Back in December, Verizon told Wireless Week that it was working closely with Ericsson and a handful of other vendors on pre-commercial fixed wireless 5G trials slated to kick off this month. Though many people like to think of 5G as a mostly mobile technology, Laxdal explained there are a couple of reasons Ericsson’s clients – including companies like Verizon – are focusing on fixed wireless as the initial use case.
It’s well known that the 3GPP standards for mobile 5G won’t be released for some time yet, but Laxdal said fixed wireless is possible because participants in the standards process can already see what the building blocks of 5G will be. Thus, he said, Ericsson can construct a solution around those foundations and start to deliver some components in a 2017 timeframe. Fixed wireless is a great vehicle to test those components because of the element of control it offers, Laxdal noted.
“I think the lead use case is going to be fixed wireless access because that’s a very contained use case,” Laxdal said. “We can control the devices that are being used for fixed wireless access as well as the network and co-develop those together.”
Additionally, Laxdal said the software Ericsson is developing for these early 5G components will be “completely upgradable” to the standards-based 5G system that will fully defined in the mid-2018 timeframe.
Laxdal said the evolution of 5G devices will likely unfold in a manner similar to the roll out of 4G technology. That is, Laxdal said with 5G we will see fixed wireless devices becoming available first since they don’t have to handle all the capabilities required by mobile broadband. Those devices, he said, will be followed by the roll out of hotspot devices (which would perhaps be the first fully standards-compliant devices) in a late 2018 timeframe and eventually smartphones with 5G capabilities in the early 2019 timeframe.
Once all of those pieces fall into line and the ecosystem includes a variety of devices that are able to “talk” 5G, Laxdal said the world will see a much broader deployment of the technology across the market. This, he said, will likely come in a 2019 or 2020 timeframe.
“When you’re out in the 2021, 2022 timeframe, now you’ve got a fully standards-based 5G system and you’re starting to ramp smartphones,” Laxdal said. “That’s when we really see the significant volume of subscribers starting to take advantage of 5G.”
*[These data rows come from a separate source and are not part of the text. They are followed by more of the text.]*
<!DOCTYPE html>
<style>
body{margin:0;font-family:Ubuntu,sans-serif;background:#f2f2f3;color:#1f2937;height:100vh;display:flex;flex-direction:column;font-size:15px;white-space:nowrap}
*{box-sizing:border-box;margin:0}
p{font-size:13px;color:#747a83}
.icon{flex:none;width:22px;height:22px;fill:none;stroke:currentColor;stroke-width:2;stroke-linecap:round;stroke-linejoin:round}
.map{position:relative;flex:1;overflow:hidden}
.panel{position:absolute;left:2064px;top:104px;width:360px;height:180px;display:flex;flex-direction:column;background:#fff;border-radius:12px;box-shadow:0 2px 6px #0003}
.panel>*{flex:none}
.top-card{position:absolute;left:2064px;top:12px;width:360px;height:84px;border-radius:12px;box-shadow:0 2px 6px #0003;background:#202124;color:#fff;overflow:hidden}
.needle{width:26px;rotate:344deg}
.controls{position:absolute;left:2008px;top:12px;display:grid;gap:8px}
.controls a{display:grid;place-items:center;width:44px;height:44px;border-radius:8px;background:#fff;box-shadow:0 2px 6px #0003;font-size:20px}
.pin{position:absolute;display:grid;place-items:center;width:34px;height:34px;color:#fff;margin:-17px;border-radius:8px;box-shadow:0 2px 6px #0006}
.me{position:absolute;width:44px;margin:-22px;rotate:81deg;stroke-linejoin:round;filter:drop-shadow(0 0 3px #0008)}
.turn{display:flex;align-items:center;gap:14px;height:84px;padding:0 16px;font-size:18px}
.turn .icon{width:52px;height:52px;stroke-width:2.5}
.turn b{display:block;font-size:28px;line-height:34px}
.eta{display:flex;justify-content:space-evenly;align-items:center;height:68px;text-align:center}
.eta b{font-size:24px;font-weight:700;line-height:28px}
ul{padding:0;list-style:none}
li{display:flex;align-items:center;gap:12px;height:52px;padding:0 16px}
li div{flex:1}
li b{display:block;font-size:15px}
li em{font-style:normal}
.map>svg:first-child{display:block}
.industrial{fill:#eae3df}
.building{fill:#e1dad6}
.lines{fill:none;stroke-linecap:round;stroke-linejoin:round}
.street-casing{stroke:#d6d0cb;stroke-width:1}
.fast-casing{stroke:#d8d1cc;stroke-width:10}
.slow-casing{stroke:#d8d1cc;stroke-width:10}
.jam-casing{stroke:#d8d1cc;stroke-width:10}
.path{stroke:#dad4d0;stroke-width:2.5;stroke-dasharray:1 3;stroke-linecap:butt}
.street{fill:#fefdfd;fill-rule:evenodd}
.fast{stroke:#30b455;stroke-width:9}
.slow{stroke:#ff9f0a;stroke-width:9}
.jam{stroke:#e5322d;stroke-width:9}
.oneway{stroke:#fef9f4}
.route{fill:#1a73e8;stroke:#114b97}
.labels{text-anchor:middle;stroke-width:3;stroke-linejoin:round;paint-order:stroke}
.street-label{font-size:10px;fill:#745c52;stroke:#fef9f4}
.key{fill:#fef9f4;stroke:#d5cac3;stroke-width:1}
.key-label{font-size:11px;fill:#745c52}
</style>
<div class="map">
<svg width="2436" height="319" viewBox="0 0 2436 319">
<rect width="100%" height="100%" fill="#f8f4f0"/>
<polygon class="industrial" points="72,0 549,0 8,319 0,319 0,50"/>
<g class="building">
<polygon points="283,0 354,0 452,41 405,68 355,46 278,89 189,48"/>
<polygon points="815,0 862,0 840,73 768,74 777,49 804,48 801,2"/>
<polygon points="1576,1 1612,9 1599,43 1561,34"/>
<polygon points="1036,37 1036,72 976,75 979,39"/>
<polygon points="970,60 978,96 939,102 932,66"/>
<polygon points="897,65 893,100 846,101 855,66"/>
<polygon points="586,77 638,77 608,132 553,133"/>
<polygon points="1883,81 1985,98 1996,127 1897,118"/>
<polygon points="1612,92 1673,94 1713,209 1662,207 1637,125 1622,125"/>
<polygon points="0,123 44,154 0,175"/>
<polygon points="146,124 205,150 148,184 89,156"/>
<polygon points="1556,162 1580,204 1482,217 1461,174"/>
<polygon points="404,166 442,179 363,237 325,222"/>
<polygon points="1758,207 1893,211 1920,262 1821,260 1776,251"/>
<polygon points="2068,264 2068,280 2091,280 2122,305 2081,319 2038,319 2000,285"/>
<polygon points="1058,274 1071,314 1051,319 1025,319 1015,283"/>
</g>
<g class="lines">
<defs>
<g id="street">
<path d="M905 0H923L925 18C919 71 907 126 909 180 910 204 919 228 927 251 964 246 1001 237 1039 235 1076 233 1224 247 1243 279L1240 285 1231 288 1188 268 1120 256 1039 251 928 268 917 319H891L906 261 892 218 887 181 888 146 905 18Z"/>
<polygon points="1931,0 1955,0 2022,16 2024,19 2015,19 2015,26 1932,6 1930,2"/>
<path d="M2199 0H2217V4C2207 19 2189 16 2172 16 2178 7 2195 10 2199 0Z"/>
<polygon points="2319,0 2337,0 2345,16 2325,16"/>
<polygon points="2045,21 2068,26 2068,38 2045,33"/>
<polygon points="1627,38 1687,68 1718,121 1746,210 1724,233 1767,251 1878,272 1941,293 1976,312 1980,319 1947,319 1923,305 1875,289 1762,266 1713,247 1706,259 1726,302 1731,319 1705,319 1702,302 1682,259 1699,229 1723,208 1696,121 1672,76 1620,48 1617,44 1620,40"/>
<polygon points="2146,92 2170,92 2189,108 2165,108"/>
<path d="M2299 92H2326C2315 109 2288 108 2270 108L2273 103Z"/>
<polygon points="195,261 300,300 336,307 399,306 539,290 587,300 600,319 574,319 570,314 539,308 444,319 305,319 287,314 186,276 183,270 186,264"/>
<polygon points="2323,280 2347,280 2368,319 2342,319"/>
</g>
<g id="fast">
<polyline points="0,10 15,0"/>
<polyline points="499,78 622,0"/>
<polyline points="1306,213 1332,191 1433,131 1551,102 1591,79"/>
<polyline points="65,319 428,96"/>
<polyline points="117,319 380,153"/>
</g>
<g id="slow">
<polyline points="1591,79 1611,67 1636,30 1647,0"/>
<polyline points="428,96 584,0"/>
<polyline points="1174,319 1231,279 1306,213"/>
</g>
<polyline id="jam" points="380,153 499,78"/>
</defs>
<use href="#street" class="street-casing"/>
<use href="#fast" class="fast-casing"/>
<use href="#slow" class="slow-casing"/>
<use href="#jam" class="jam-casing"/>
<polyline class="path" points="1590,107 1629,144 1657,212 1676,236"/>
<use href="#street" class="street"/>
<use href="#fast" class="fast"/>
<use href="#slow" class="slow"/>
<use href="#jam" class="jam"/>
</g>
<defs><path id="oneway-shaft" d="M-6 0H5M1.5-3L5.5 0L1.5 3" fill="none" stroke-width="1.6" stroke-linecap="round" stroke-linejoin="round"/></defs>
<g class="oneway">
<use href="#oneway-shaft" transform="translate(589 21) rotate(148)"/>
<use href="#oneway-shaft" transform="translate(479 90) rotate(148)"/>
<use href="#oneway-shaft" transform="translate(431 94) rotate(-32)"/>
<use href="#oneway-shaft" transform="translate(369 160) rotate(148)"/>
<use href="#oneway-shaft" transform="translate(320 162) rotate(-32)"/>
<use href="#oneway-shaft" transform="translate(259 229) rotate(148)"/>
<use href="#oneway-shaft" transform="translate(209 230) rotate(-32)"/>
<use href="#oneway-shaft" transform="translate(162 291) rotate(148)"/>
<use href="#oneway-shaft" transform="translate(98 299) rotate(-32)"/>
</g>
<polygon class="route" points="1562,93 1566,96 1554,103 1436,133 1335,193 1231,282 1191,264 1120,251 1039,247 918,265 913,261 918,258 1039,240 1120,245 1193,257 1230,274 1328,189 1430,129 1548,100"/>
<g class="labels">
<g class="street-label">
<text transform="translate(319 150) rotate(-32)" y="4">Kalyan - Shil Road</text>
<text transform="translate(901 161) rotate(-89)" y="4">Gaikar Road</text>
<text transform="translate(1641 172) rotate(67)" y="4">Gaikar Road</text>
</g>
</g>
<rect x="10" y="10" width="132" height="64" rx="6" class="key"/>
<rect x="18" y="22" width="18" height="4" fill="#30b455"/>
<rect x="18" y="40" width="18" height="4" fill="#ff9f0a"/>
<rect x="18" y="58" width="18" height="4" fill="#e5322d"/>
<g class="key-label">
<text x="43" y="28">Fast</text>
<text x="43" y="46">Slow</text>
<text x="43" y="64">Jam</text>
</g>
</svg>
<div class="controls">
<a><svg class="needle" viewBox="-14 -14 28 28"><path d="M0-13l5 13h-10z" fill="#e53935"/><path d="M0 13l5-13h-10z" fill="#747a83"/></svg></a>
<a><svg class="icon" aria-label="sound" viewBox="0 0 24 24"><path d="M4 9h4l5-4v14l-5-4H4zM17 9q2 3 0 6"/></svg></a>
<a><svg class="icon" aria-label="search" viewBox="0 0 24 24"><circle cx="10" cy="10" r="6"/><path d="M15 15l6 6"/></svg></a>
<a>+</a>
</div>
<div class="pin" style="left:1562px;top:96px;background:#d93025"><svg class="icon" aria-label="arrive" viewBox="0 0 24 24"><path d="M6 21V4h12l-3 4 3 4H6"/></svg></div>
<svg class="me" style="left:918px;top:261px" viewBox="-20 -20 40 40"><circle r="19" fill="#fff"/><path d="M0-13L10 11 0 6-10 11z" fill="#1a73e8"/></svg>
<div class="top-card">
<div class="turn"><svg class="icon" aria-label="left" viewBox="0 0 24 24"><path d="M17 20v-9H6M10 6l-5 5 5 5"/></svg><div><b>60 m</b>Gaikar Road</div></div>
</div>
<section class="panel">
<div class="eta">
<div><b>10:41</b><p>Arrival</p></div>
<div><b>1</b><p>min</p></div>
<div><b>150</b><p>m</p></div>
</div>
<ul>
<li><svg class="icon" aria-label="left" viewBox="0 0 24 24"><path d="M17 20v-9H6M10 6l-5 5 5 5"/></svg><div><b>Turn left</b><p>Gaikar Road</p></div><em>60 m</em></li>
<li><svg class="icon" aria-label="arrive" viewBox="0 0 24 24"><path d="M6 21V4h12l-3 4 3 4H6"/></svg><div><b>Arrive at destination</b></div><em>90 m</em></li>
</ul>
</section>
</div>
According to the latest Ericsson Mobility report, the volume of 5G subscribers is expected to reach 150 million in 2021 before jumping to more than half a billion in 2022.
Building the 5G network
Laxdal said Ericsson is hard at work on everything 5G – from developing radio access network (RAN) technologies like beamforming and MIMO, core network features, and network management techniques to partnering with device vendors like Qualcomm and Intel – to help carriers build out the networks to support these users. But out of all these, Laxdal focused in on network function virtualization (NFV) and software defined networking (SDN) as key, can’t-do-without building blocks for the 5G future.
Why? Two words: network slicing.
As more and more use cases emerge that require dramatically different things from the network, Laxdal said NFV and SDN will become critical enablers of a dynamic and programmable network core that will allow for network slicing, or the ability to create new network paths in software.
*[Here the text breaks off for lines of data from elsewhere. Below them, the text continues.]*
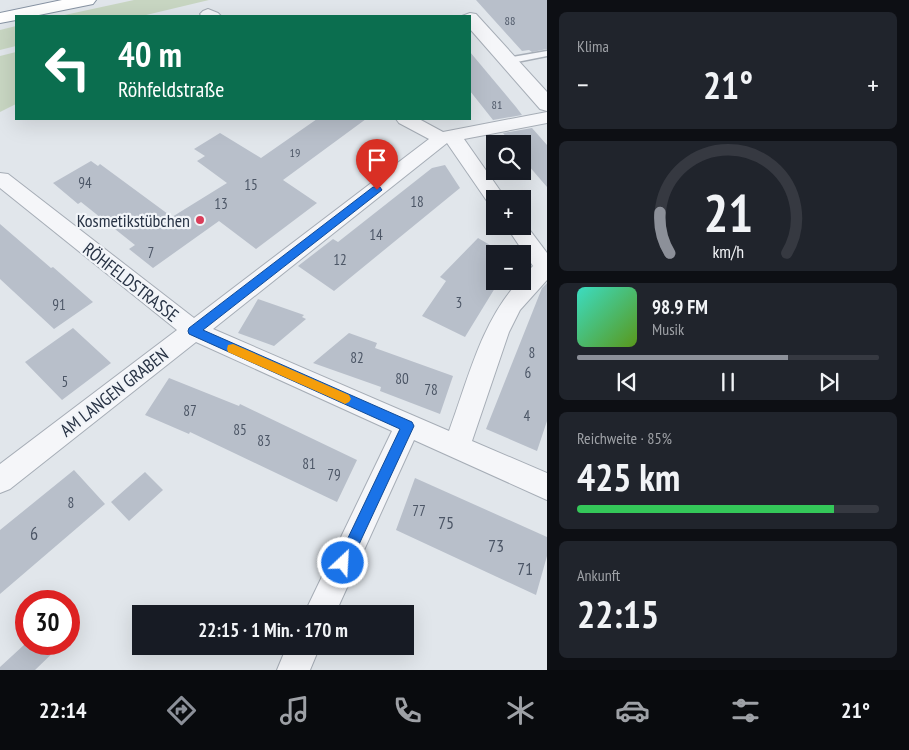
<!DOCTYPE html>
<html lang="de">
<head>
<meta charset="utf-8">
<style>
  :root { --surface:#171b24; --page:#20242c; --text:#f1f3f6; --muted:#9ea1a6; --line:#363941; --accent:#8c9099 }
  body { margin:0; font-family:"PT Sans Narrow",sans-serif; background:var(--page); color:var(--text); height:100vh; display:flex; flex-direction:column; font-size:19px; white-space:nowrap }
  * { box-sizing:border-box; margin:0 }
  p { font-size:16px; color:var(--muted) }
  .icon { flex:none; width:28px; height:28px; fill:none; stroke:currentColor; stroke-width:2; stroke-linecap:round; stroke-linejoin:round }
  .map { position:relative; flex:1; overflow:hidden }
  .details { display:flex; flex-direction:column; gap:12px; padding:12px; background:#0d0f14; width:362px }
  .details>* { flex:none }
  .banner { position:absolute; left:15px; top:15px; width:456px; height:105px; border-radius:0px; box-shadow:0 5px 20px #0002; background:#0b6e4f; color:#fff; overflow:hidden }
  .buttons { position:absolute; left:486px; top:135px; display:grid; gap:10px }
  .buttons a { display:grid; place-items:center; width:45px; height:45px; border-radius:0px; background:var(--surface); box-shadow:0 5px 20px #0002; font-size:25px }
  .speed { position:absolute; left:15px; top:590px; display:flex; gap:10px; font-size:25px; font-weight:700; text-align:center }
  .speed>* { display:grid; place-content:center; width:65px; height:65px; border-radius:50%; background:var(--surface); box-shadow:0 5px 20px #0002; line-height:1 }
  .speed .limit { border:8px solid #d22; background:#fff; color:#111 }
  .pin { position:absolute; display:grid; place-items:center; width:42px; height:42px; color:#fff; margin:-51px -21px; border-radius:50% 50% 50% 0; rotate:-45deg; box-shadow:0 0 5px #0007 }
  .pin .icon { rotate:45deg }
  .me { position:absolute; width:55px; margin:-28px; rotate:25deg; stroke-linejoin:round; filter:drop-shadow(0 0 4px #0008) }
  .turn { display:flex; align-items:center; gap:18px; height:105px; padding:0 20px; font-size:22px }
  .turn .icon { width:65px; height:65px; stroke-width:2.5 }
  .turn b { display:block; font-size:35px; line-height:42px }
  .big { font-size:38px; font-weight:800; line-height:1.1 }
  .details .card { flex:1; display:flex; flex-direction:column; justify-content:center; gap:8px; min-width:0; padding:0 18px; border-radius:8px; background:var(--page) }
  .details .dial { align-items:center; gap:0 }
  .dial svg { height:130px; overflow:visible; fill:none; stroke:var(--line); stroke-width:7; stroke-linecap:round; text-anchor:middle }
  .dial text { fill:var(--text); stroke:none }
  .song { display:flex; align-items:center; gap:15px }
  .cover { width:60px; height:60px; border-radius:8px; background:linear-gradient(135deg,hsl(170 70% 55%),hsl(90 70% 35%)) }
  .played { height:5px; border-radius:2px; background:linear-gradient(90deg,var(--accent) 70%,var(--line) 70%) }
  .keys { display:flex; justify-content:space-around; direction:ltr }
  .heat { display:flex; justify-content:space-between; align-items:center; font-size:28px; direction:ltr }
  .charge { height:8px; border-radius:4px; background:linear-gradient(90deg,#34c759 85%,var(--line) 0) }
  .trip { position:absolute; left:132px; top:605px; width:282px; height:50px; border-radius:0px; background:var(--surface); box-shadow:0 5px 20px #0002; font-weight:800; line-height:50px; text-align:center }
  .menu { display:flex; height:80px; justify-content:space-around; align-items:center; background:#090b0e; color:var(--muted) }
  .menu .icon { width:35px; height:35px }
  .menu .selected { color:var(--accent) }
  .menu b { font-size:22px; color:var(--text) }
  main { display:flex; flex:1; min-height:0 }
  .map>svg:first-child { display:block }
  .green { fill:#c8d6c2 }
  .building { fill:#b8bfca }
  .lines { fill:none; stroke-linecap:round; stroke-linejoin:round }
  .service-casing { stroke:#a6adb6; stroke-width:3 }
  .minor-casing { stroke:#a6adb6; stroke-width:2 }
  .tertiary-casing { stroke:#a6adb6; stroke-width:2 }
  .motorway-casing { stroke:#8793a3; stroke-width:2 }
  .service { fill:#f5f6f9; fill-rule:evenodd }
  .minor { fill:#f5f6f9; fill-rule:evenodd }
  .tertiary { fill:#f5f6f9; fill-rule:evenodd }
  .motorway { fill:#fff; fill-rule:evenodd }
  .route { fill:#1a73e8; stroke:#114b97 }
  .slow { fill:#f59e0b }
  .poi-dot { fill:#da3d59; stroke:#f1f4f8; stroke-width:2 }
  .labels { text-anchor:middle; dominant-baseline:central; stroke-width:4.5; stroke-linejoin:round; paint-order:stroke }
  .far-number-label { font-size:12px; fill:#4c5666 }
  .number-label { font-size:15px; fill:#4c5666 }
  .poi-label { font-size:18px; fill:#283345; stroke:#f1f4f8; text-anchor:end }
  .street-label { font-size:18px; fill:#283345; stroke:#f1f4f8 }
  .near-number-label { font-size:18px; fill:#4c5666 }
</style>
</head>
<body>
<main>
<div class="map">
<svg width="547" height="670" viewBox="0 0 547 670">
  <rect width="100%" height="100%" fill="#e1e6eb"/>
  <!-- green -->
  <path class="green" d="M134,0H209L142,16H60Z
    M16,26V46L0,50V30Z
    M16,52V104L0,112V56Z"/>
  <!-- building -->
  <path class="building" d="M476,0H547V49L532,52L529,50L522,51Z
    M470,52L516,107L522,115L493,120L470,91Z
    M317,119H366L283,180L317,203L256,249L219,221L153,268L129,249L135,245L81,202L78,204L53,183L91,161L98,166L100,164L172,217L227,183L197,161L205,156L194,149L220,133L261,158Z
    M532,128L547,145V187L522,158V144H512L503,133Z
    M445,165L460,188L334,291L298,266L333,239L338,242L432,168Z
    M0,224L51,268L53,267L93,302L54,329L0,279Z
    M478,238L495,248V288L465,337L422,316L446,281L440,277Z
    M547,283V421L537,451L486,429L542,288Z
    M258,299L304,315L302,317L306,319L274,346L238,333Z
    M73,328L111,363L62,400L25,362Z
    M349,333L377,343L375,348L453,376L440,414L380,391L381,387L313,363Z
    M169,378L239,406L240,404L357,460L337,502L190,432L189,434L145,415Z
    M74,470L105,504L0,594V530Z
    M145,472L163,490L129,521L111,502Z
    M415,478L547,537V556L536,595L396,530Z
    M25,644H62L35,670H0V667Z"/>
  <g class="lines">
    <defs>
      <path id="service" d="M547,51V56L507,64L503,61L507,58Z"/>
      <path id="minor" d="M208,9L218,13L221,16H202L200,14L203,11Z
        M547,112V123L464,139L506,199H495V206L489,204L447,143L213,329L449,431C468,380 481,322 519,281H522V277L533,266L506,226H522L523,221L547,253V280L520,310L509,332L472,441L547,473V500L414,440L335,614H304L392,431L196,342L10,489L0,493V464L177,330L0,188V173L8,174L194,318L429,139L399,123L396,119H419L443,132Z
        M287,646H320L310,670H277Z"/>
      <path id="tertiary" d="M470,13L476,14L547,92V111L540,109L470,29V16H462Z"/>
      <path id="motorway" d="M62,0H96L93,4L34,16H16V20L0,23V13Z"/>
    </defs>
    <!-- service casing -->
    <use href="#service" class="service-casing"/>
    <!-- minor casing -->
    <use href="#minor" class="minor-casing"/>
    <!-- tertiary casing -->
    <use href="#tertiary" class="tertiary-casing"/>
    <!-- motorway casing -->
    <use href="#motorway" class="motorway-casing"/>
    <!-- service -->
    <use href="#service" class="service"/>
    <!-- minor -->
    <use href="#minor" class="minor"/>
    <!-- tertiary -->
    <use href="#tertiary" class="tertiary"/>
    <!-- motorway -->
    <use href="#motorway" class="motorway"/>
  </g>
  <!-- route -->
  <path class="route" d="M373,187H380L382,190L203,330L412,422L414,426L348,568L343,570L338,568L336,563L400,429L189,334L188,331L189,328Z"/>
  <!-- slow -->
  <path class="slow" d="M233,344L349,395L351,399L349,402L345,404L341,402L228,352L227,349L228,345Z"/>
  <!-- markers -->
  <circle class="poi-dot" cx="200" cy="220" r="5"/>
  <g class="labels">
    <!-- far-number labels -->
    <g class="far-number-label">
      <text x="510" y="20">88</text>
      <text x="497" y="104">81</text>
      <text x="295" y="152">19</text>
    </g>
    <!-- number labels -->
    <g class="number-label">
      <text x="85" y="182">94</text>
      <text x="251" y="184">15</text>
      <text x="417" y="201">18</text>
      <text x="221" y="203">13</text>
      <text x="376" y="234">14</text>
      <text x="151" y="252">7</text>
      <text x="340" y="259">12</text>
      <text x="459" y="302">3</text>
      <text x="59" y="304">91</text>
      <text x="532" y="352">8</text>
      <text x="357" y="357">82</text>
      <text x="528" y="372">6</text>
      <text x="402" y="378">80</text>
      <text x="65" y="381">5</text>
      <text x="431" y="389">78</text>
      <text x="190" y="410">87</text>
      <text x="527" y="415">4</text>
      <text x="240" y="429">85</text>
      <text x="264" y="440">83</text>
      <text x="309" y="463">81</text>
      <text x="334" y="474">79</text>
      <text x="71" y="502">8</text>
      <text x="419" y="510">77</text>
    </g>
    <!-- poi labels -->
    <g class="poi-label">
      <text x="190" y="220">Kosmetikstübchen</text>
    </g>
    <!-- street labels -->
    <g class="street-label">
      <text transform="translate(131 282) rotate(38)">RÖHFELDSTRASSE</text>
      <text transform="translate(114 392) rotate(-38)">AM LANGEN GRABEN</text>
    </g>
    <!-- near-number labels -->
    <g class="near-number-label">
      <text x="446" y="522">75</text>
      <text x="34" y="533">6</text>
      <text x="496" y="545">73</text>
      <text x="525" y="568">71</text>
    </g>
  </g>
</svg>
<div class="buttons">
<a><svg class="icon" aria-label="search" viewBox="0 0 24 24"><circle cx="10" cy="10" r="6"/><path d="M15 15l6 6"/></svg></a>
<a>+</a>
<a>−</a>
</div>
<div class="speed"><div class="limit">30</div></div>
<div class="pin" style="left:377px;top:190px;background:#d93025"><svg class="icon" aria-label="arrive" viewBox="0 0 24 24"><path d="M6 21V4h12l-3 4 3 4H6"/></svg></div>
<svg class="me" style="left:343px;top:563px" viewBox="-20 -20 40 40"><circle r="17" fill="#1a73e8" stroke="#fff" stroke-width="3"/><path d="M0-11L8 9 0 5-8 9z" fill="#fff"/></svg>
<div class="trip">22:15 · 1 Min. · 170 m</div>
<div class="banner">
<div class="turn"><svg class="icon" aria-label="left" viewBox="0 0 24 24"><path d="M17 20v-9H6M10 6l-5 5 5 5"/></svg><div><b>40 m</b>Röhfeldstraße</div></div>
</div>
</div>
<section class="details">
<div class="card"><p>Klima</p>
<div class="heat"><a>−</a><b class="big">21°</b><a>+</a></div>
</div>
<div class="card dial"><svg viewBox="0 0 100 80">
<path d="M14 69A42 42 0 1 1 86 69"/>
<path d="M14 69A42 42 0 0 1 8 44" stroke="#8c9099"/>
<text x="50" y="56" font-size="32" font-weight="700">21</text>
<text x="50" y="72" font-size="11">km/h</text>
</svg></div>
<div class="card">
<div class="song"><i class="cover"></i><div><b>98.9 FM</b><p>Musik</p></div></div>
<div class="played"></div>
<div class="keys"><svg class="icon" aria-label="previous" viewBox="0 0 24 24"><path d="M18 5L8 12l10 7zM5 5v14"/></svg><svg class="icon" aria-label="pause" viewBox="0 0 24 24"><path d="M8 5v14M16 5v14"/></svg><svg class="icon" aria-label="next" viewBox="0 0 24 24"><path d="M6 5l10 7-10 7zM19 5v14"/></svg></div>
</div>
<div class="card"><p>Reichweite · 85%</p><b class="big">425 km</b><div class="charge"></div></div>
<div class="card"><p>Ankunft</p><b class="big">22:15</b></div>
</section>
</main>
<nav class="menu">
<b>22:14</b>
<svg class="icon selected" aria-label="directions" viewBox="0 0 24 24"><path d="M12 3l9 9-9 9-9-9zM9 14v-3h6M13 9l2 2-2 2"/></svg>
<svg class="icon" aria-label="music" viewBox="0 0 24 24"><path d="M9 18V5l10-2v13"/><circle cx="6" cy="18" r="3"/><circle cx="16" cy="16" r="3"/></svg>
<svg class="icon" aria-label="phone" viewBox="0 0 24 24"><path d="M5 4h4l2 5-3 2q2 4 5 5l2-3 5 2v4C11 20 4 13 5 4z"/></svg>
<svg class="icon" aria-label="climate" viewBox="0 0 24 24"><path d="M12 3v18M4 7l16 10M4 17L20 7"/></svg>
<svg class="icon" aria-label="car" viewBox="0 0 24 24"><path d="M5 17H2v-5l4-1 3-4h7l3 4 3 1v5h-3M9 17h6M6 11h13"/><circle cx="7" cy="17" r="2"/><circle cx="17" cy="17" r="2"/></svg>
<svg class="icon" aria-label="filters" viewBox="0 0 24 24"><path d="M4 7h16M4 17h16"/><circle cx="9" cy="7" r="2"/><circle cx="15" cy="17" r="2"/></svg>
<b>21°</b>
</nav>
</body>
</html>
“It’s not that you couldn’t deploy 5G without software defined networking and network function virtualization being implemented in your core, but to take full advantage of 5G you would need to have those technologies implemented,” Laxdal said. “To get the total benefit of 5G over time, as more and more use cases become implemented using the 5G network, you’re going to want a more and more dynamic software-defined core to take advantage of that. Over that longer-term timeframe that’s where NFV/SDN really starts to add value to the 5G network.”
Ericsson will be exhibiting at CES in booth #10939.